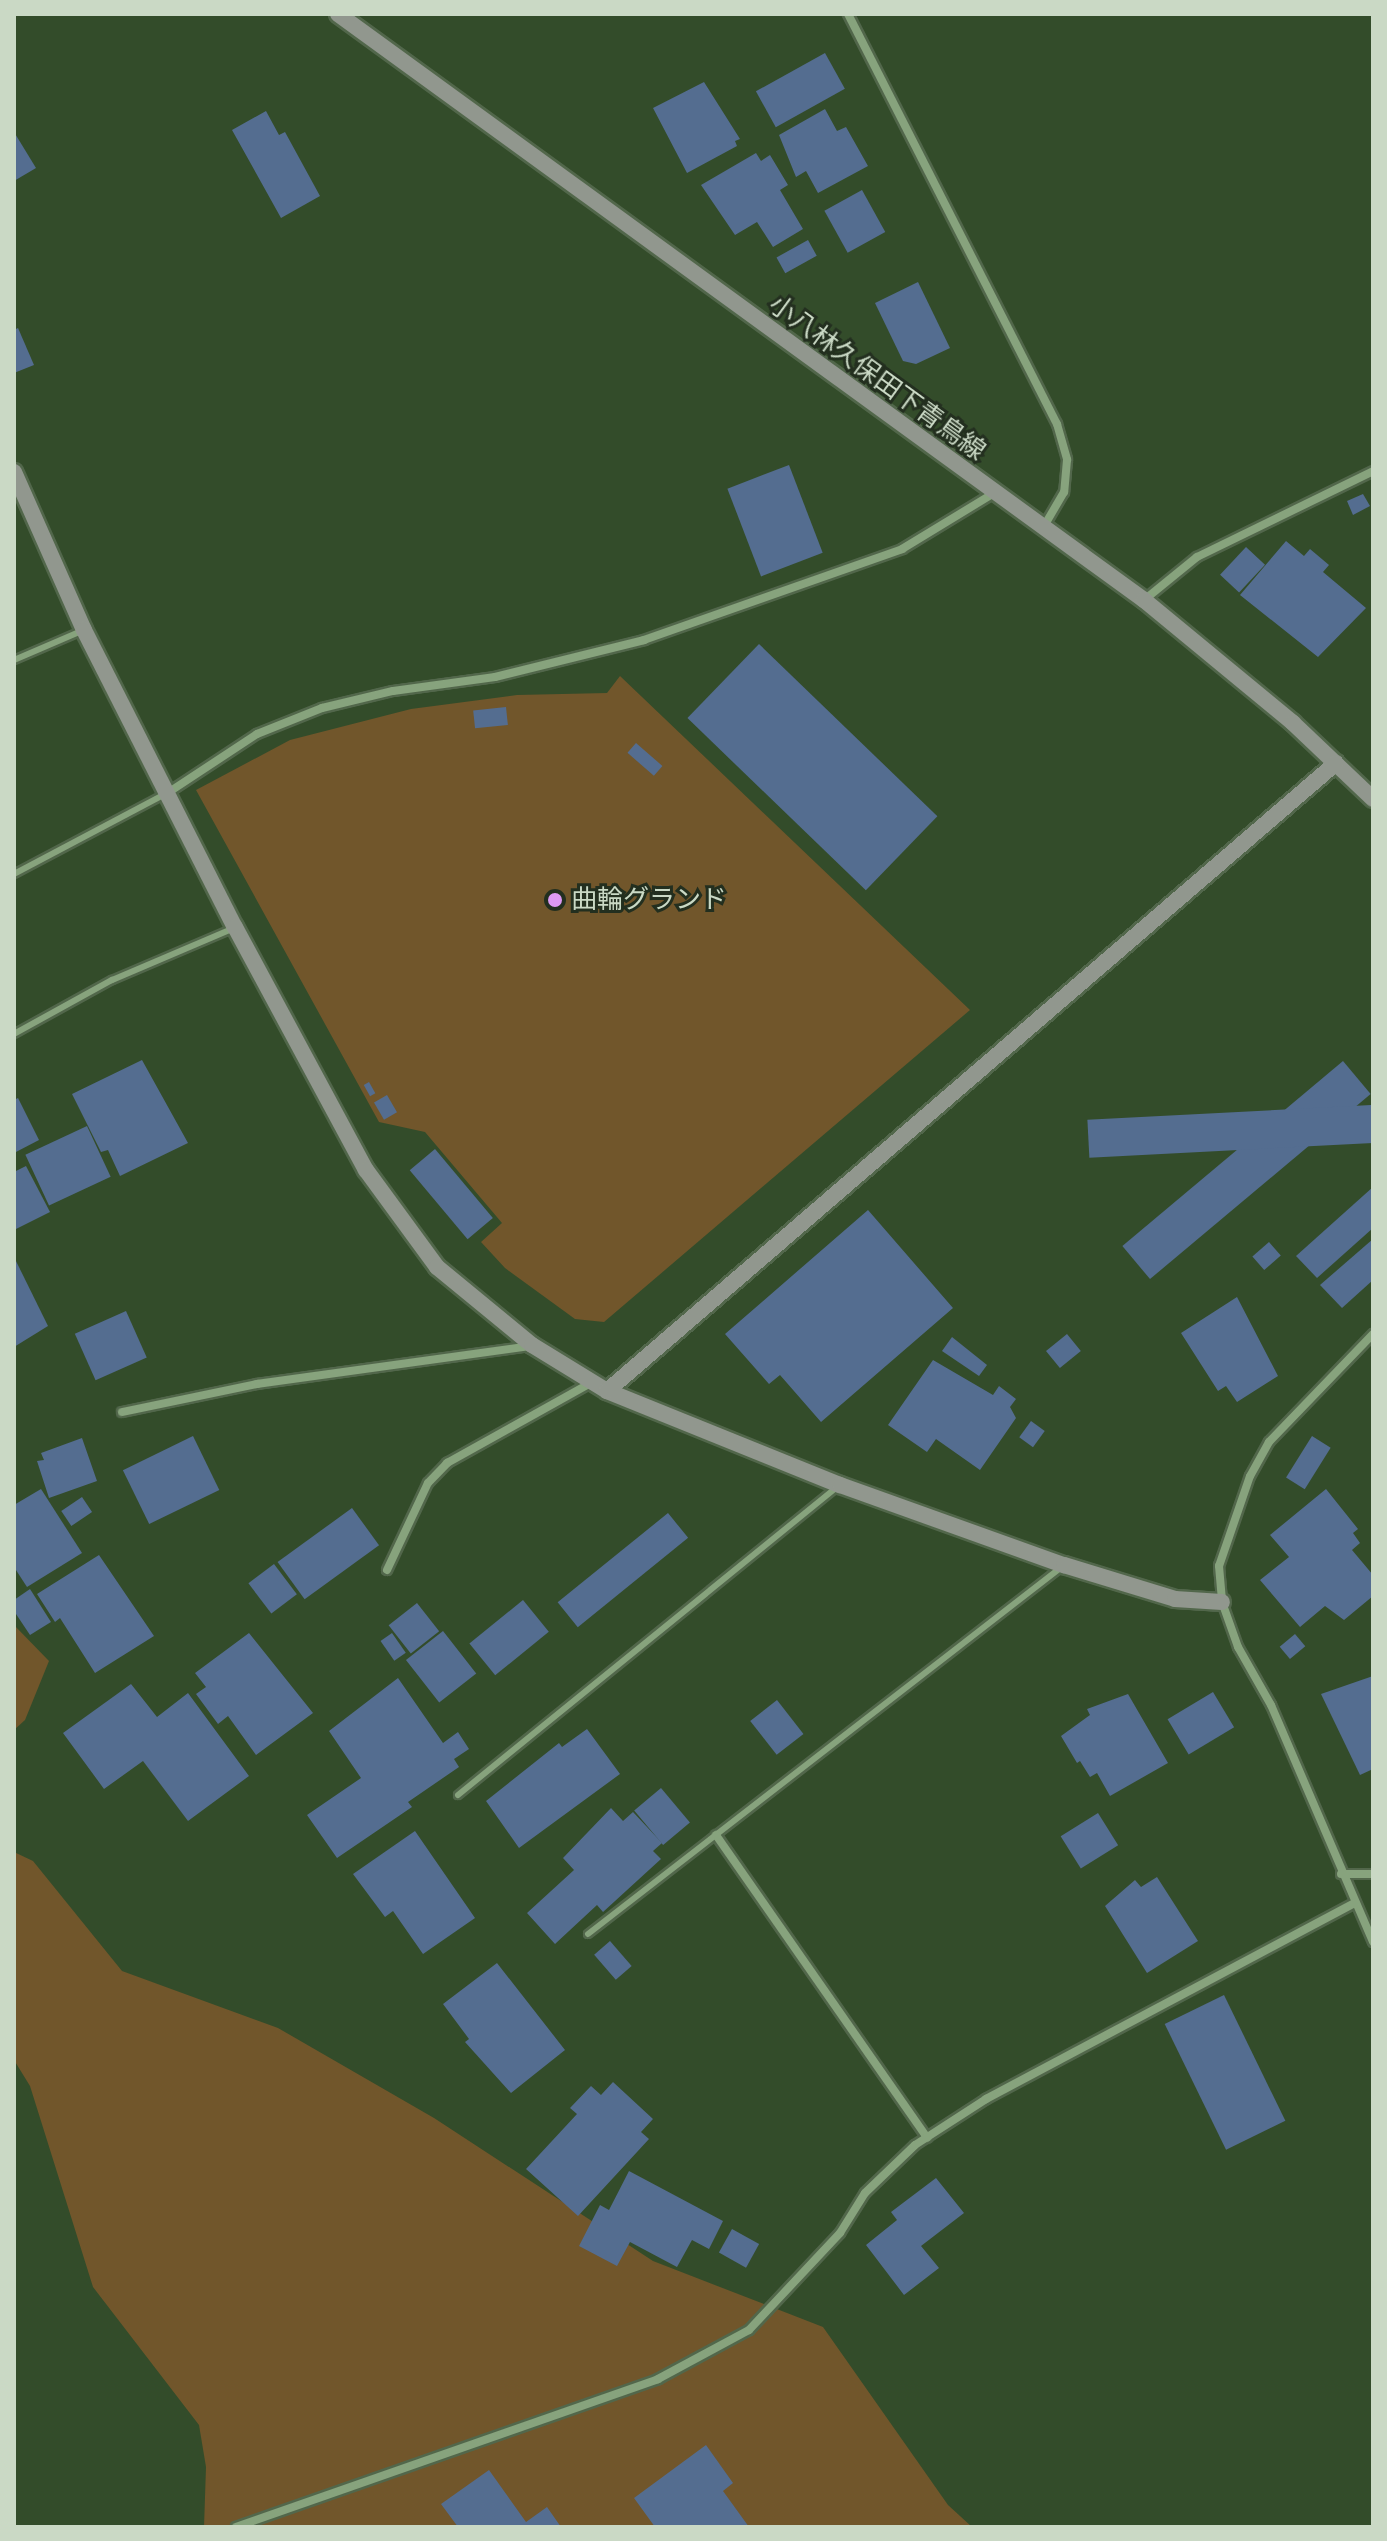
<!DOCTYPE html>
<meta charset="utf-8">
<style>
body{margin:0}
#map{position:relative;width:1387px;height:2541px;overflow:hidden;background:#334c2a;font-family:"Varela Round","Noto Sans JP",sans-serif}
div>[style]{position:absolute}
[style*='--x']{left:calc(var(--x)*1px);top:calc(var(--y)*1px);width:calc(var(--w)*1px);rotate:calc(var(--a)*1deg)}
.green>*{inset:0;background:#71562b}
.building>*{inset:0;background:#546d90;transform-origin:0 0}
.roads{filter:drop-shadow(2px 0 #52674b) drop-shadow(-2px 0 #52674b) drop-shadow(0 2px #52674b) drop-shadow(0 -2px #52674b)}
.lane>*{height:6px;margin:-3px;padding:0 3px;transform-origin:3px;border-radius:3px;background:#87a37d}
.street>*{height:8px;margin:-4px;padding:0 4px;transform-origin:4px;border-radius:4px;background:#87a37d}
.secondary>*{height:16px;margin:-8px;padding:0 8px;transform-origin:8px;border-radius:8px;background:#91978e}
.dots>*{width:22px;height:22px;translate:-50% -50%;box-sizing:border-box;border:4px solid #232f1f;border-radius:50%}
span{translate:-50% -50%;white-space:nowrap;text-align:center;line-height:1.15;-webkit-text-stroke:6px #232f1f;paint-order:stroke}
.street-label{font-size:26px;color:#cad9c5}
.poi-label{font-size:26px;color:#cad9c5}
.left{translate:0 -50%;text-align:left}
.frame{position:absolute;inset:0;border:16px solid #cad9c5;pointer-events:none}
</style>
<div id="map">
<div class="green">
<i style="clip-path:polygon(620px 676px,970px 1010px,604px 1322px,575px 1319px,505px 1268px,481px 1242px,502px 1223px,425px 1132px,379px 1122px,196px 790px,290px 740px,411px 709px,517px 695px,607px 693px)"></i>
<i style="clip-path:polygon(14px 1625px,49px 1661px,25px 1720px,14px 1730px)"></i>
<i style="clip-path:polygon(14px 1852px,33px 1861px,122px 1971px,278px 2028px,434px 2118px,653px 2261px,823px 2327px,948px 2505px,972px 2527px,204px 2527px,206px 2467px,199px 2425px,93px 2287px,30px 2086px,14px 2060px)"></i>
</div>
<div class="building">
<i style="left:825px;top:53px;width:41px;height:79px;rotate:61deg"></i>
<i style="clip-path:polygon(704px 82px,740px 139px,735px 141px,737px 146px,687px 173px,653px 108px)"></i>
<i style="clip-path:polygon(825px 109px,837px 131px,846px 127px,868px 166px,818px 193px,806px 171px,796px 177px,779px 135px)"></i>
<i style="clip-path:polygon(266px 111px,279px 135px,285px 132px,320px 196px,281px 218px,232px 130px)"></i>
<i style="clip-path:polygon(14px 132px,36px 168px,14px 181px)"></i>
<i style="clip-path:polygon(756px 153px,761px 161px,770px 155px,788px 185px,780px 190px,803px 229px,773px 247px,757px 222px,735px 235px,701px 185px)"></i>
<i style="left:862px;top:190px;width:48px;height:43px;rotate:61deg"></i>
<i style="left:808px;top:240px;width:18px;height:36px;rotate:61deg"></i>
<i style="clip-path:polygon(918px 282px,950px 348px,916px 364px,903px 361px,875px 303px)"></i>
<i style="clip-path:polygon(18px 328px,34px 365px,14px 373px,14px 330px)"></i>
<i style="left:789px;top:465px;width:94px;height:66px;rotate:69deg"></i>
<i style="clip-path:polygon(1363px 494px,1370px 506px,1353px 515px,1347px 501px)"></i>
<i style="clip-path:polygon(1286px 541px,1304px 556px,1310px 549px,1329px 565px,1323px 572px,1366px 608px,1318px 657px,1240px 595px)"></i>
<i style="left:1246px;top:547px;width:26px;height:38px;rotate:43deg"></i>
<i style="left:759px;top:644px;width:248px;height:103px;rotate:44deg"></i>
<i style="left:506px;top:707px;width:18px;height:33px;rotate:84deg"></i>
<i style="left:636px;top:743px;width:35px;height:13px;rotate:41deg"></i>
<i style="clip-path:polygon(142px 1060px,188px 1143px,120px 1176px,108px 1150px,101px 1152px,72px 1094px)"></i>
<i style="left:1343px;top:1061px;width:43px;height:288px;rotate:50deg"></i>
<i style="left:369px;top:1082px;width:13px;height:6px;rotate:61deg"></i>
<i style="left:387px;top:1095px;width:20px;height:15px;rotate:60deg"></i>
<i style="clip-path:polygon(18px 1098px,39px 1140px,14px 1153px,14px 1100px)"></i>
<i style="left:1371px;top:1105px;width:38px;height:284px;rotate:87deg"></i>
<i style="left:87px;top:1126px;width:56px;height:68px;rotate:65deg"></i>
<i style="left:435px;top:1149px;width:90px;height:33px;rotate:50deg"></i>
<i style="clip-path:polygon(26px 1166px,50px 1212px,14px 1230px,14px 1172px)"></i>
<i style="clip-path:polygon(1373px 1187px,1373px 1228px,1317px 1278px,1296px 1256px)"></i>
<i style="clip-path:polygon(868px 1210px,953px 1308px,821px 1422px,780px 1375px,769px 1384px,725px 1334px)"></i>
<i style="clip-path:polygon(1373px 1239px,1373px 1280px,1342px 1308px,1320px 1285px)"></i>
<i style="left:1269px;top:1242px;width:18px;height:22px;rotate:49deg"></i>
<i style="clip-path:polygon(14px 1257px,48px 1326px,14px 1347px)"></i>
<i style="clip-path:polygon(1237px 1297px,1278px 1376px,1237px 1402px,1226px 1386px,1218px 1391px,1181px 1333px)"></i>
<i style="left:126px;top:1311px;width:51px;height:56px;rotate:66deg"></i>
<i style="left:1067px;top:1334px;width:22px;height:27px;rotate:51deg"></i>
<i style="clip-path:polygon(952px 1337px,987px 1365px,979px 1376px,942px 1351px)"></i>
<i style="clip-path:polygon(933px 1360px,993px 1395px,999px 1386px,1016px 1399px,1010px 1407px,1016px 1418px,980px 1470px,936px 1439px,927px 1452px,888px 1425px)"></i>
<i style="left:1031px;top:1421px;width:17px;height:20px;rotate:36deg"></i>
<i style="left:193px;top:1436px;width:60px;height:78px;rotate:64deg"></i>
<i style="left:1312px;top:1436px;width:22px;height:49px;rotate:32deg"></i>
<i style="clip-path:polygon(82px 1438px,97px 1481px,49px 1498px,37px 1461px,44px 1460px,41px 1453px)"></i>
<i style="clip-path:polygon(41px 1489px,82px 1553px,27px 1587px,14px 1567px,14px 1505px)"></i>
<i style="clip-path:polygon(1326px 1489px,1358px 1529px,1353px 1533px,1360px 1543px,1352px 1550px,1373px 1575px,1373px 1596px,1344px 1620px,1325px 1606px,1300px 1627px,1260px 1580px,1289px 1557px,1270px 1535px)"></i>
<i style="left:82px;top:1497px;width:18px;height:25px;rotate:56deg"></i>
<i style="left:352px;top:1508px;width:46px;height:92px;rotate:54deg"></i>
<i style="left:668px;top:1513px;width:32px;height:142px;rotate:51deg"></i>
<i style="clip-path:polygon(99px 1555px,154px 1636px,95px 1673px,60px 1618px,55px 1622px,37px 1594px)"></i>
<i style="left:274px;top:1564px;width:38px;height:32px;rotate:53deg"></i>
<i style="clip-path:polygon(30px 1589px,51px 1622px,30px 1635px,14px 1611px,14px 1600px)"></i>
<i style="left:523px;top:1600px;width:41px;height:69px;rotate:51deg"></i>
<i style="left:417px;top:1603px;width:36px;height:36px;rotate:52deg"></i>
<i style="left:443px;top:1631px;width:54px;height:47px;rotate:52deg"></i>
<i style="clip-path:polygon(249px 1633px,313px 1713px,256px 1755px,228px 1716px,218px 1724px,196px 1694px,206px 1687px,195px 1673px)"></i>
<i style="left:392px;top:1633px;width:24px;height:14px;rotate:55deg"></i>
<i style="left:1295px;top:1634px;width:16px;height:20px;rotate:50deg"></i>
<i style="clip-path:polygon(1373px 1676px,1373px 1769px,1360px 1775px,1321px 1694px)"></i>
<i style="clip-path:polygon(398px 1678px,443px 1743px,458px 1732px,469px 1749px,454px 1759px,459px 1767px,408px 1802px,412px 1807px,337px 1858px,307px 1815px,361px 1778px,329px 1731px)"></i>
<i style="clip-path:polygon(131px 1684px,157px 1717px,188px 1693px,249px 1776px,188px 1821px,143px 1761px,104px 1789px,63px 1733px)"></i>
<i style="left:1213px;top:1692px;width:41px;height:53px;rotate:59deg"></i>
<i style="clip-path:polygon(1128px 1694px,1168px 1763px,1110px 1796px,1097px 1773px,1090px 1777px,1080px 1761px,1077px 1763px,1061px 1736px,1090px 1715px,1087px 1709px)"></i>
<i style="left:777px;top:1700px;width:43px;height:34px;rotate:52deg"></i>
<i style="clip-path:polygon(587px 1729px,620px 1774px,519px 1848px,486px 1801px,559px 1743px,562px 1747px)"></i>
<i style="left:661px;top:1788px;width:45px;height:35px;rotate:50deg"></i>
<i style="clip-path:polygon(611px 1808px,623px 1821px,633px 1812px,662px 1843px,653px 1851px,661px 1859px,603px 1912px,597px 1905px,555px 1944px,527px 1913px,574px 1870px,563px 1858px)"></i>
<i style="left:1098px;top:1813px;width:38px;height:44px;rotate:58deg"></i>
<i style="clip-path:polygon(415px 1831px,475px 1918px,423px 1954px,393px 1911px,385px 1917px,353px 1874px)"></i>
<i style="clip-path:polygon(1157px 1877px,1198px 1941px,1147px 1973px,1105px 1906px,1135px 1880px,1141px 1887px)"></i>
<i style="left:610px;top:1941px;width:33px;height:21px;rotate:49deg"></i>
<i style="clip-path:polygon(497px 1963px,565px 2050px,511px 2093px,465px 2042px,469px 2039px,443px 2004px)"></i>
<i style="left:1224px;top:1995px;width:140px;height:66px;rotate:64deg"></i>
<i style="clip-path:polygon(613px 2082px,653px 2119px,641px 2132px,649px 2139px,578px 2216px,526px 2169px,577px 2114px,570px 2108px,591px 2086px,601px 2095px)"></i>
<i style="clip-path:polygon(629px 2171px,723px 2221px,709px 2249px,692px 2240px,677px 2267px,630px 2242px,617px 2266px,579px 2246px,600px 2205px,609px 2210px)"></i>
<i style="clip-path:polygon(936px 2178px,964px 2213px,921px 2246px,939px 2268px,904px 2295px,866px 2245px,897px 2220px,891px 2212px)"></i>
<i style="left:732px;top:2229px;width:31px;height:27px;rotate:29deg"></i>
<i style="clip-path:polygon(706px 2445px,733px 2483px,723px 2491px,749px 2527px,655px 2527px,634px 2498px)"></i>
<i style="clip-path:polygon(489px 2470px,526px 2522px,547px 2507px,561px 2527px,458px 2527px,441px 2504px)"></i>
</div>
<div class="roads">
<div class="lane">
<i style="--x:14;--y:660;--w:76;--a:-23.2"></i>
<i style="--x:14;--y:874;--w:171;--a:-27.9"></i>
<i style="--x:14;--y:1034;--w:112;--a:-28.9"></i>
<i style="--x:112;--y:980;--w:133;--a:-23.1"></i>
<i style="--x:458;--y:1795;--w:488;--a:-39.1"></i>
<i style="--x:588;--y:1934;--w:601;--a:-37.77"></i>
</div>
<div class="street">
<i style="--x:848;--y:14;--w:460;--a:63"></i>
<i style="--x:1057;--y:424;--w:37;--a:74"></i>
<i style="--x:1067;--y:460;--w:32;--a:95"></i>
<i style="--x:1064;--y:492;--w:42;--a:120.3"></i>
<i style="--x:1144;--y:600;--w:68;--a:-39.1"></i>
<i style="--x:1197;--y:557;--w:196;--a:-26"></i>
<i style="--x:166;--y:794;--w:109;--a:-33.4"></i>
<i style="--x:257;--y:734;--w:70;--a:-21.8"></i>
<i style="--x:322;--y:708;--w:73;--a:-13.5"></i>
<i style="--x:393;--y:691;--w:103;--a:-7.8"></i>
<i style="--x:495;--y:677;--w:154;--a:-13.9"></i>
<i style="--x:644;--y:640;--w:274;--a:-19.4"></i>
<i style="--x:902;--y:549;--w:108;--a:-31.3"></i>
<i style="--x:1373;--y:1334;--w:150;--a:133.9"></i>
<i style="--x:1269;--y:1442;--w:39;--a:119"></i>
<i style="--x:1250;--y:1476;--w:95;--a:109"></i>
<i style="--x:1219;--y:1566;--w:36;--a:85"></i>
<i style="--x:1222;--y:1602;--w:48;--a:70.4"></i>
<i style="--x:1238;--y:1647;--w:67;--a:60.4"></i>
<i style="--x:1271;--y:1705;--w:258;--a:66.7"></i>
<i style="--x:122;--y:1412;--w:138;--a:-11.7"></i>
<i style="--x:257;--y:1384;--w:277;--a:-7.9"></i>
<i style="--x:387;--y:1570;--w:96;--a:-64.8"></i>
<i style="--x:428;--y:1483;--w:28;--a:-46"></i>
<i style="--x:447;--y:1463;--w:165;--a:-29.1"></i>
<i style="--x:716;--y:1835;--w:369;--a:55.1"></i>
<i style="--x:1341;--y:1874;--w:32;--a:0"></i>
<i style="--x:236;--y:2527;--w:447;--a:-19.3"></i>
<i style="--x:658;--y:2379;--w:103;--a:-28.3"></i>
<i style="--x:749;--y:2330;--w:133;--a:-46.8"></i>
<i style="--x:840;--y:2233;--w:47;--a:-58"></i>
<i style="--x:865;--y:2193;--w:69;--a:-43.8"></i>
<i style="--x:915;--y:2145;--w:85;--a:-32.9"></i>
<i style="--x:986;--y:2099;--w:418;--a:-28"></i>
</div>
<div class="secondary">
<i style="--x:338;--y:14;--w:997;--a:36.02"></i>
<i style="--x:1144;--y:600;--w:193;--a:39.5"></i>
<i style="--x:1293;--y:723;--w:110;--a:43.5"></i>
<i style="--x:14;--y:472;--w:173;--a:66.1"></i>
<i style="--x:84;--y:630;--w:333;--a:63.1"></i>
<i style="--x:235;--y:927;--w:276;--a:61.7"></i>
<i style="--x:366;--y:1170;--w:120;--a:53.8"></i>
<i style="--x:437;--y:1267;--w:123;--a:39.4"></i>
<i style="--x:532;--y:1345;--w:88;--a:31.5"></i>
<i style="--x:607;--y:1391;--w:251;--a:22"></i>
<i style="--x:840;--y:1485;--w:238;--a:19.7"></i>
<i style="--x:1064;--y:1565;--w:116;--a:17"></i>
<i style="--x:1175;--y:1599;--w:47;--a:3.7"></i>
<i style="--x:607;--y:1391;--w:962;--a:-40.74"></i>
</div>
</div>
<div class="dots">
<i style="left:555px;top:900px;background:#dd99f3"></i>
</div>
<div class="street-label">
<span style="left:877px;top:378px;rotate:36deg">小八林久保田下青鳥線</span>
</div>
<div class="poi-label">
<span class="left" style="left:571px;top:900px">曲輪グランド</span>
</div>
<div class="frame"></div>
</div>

* _Try it_: Count, in the records above, the lines that include "lane", and give the number with nothing added.

* _Solution to this problem_: 2